Each line from the start of the entries through the line that contains "Build a gazetteer" should be output exactly, please.

▶ **Provided information**:
________________________________________

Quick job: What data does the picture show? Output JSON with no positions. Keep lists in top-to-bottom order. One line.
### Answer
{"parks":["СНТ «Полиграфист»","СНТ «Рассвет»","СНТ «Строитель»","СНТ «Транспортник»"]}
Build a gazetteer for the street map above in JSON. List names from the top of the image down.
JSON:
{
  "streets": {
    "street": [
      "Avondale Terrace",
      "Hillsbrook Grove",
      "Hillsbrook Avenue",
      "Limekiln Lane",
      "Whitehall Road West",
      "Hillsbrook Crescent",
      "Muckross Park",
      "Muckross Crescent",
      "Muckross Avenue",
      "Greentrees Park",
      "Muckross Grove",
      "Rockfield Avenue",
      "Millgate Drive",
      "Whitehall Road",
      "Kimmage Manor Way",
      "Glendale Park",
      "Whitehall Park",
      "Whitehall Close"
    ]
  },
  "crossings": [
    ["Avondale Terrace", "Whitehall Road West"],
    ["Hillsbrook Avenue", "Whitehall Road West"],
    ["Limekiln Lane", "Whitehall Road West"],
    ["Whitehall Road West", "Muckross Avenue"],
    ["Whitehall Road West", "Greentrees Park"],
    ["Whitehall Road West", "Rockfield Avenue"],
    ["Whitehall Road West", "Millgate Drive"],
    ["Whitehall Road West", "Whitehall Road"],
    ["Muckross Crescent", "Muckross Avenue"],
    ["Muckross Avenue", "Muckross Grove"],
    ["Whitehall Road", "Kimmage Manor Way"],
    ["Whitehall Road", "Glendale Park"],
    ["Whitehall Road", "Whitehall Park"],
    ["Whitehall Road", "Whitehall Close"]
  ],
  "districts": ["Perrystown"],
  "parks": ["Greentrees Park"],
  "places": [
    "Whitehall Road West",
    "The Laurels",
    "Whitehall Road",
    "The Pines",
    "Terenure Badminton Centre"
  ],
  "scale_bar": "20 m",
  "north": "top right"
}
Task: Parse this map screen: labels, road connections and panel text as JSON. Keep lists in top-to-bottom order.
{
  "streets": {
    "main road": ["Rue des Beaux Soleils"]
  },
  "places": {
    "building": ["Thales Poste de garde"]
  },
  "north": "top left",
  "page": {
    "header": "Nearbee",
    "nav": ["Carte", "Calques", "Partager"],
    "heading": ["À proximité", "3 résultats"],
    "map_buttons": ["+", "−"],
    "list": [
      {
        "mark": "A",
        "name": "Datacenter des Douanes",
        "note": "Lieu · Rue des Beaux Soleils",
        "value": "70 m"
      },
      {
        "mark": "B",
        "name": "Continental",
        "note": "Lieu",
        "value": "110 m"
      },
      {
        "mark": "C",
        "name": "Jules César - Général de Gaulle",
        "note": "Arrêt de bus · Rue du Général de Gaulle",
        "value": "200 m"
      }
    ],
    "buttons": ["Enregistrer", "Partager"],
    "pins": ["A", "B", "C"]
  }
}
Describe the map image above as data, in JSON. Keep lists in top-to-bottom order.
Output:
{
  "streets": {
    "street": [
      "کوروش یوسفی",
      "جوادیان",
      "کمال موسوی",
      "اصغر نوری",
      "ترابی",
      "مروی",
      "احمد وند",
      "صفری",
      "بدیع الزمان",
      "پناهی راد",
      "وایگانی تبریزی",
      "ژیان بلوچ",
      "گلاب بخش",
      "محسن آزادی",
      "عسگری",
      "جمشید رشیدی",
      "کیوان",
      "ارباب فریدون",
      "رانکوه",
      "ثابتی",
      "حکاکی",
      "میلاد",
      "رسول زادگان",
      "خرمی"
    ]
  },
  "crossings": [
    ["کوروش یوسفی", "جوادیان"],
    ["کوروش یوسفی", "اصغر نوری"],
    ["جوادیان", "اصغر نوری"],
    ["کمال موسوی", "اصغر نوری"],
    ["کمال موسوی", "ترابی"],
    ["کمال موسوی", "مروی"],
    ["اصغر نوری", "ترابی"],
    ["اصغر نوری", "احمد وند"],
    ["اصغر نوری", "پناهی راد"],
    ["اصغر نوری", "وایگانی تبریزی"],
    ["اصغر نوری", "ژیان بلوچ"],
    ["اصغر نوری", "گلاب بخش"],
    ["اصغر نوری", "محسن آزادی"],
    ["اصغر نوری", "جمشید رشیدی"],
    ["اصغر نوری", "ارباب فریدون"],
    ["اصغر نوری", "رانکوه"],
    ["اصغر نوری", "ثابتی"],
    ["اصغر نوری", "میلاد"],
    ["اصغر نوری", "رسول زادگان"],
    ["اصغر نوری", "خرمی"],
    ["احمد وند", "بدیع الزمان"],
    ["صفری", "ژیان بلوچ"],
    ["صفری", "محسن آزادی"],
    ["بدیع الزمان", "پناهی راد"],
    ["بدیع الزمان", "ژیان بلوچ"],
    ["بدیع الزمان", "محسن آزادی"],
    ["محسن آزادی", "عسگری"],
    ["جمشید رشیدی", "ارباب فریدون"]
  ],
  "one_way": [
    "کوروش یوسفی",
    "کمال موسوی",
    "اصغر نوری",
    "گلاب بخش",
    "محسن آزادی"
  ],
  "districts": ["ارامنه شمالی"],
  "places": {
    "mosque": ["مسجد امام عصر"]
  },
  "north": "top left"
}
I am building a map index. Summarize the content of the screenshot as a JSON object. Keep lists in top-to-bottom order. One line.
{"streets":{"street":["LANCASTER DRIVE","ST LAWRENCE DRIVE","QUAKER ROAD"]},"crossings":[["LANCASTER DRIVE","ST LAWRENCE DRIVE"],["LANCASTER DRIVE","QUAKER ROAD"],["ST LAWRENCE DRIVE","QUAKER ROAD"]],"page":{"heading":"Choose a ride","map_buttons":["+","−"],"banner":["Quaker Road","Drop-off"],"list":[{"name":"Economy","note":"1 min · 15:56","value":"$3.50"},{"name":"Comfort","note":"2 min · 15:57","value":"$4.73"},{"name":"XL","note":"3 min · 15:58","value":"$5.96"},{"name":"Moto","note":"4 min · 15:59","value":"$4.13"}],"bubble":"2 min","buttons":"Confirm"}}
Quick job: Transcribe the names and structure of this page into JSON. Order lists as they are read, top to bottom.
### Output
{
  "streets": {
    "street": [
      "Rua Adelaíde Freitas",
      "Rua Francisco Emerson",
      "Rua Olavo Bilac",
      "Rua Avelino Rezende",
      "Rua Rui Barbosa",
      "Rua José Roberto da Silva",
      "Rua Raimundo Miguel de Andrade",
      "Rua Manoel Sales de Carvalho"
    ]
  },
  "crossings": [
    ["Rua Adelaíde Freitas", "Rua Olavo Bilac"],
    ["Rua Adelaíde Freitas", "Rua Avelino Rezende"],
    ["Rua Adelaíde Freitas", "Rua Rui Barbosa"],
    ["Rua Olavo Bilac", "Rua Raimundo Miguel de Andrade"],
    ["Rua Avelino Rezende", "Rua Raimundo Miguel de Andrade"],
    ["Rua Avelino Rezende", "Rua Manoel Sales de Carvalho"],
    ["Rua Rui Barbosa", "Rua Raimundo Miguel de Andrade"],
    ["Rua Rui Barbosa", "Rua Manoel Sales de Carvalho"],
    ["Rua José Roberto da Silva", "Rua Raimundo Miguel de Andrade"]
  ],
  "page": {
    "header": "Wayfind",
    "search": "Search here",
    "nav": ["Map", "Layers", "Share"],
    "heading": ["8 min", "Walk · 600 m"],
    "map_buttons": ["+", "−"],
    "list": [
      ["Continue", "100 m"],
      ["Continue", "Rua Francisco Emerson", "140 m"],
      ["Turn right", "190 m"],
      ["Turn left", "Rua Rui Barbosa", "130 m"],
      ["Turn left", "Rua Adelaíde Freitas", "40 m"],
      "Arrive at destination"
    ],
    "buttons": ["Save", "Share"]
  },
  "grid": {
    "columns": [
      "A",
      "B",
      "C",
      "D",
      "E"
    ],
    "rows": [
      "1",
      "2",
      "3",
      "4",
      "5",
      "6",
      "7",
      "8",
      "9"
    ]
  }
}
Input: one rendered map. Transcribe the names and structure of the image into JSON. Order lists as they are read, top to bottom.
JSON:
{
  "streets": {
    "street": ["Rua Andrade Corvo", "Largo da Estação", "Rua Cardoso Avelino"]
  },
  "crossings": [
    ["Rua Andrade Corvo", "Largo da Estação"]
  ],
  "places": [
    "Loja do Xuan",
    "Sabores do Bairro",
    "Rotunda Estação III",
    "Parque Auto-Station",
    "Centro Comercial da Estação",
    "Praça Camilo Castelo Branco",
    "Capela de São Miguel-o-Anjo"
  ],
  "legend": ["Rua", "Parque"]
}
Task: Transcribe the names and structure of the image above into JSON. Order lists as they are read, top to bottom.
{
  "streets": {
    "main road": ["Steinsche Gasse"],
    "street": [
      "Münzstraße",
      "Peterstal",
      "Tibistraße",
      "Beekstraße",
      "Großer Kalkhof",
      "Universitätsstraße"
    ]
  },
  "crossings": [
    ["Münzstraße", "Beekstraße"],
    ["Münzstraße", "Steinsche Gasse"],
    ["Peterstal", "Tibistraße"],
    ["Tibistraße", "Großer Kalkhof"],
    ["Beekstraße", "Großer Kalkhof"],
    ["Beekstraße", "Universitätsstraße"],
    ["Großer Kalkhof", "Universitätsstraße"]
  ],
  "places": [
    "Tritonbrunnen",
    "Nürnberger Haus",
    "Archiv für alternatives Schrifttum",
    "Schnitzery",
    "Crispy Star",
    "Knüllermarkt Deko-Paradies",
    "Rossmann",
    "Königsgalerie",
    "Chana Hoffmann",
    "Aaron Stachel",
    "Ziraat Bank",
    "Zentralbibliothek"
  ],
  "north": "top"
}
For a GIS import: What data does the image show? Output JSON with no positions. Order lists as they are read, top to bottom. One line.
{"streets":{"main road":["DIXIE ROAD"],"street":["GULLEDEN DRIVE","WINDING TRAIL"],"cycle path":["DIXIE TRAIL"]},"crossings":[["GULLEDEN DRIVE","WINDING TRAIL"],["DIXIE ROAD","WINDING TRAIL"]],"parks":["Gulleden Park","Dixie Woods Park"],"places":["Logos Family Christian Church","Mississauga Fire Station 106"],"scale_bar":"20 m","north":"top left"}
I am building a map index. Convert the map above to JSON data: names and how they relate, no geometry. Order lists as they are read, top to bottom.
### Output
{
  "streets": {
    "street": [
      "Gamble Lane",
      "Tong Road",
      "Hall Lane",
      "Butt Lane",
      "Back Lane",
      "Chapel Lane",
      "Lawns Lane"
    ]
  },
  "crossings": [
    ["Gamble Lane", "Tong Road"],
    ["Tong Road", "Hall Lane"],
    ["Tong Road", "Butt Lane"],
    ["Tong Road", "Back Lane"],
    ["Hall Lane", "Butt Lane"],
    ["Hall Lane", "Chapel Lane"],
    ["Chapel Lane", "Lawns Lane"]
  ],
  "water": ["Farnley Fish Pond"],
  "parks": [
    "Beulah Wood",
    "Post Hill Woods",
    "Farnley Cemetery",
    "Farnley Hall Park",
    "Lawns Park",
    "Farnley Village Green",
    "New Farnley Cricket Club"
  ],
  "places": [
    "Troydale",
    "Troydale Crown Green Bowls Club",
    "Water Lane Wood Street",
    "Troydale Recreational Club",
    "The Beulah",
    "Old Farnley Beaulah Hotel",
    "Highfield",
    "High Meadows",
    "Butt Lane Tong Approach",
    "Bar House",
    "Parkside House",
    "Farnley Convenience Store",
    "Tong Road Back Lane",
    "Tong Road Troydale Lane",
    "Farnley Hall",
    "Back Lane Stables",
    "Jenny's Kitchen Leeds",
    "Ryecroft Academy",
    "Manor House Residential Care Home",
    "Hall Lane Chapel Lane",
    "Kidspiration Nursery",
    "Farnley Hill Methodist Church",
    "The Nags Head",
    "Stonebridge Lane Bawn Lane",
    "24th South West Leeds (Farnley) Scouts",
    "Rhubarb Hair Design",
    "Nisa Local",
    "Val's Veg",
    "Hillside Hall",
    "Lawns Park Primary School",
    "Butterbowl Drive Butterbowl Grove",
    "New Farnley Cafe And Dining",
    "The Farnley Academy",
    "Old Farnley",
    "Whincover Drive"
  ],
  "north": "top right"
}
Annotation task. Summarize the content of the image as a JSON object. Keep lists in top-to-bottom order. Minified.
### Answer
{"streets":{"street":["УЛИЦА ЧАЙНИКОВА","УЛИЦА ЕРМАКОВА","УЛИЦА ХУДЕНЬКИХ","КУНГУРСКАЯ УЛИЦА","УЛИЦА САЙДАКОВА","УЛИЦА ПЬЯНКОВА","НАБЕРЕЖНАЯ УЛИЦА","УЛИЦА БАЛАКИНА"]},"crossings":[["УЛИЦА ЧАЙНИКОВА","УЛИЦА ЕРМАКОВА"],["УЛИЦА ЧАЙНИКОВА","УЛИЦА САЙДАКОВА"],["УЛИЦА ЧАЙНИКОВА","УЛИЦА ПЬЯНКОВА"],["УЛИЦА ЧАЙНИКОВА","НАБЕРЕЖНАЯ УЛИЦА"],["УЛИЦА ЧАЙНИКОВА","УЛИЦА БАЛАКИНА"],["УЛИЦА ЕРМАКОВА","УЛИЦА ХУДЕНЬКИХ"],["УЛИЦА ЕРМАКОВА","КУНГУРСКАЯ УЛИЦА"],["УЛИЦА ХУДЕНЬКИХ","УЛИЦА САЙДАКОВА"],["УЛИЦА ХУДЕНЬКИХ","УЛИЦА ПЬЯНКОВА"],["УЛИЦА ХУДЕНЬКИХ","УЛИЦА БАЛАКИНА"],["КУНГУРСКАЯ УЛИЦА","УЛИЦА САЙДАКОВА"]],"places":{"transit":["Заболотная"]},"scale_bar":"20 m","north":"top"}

________________________________________

▶ **Problem solution**:
Quick job: What data does the picture show? Output JSON with no positions. Keep lists in top-to-bottom order. One line.
### Answer
{"parks":["СНТ «Полиграфист»","СНТ «Рассвет»","СНТ «Строитель»","СНТ «Транспортник»"]}
Build a gazetteer for the street map above in JSON. List names from the top of the image down.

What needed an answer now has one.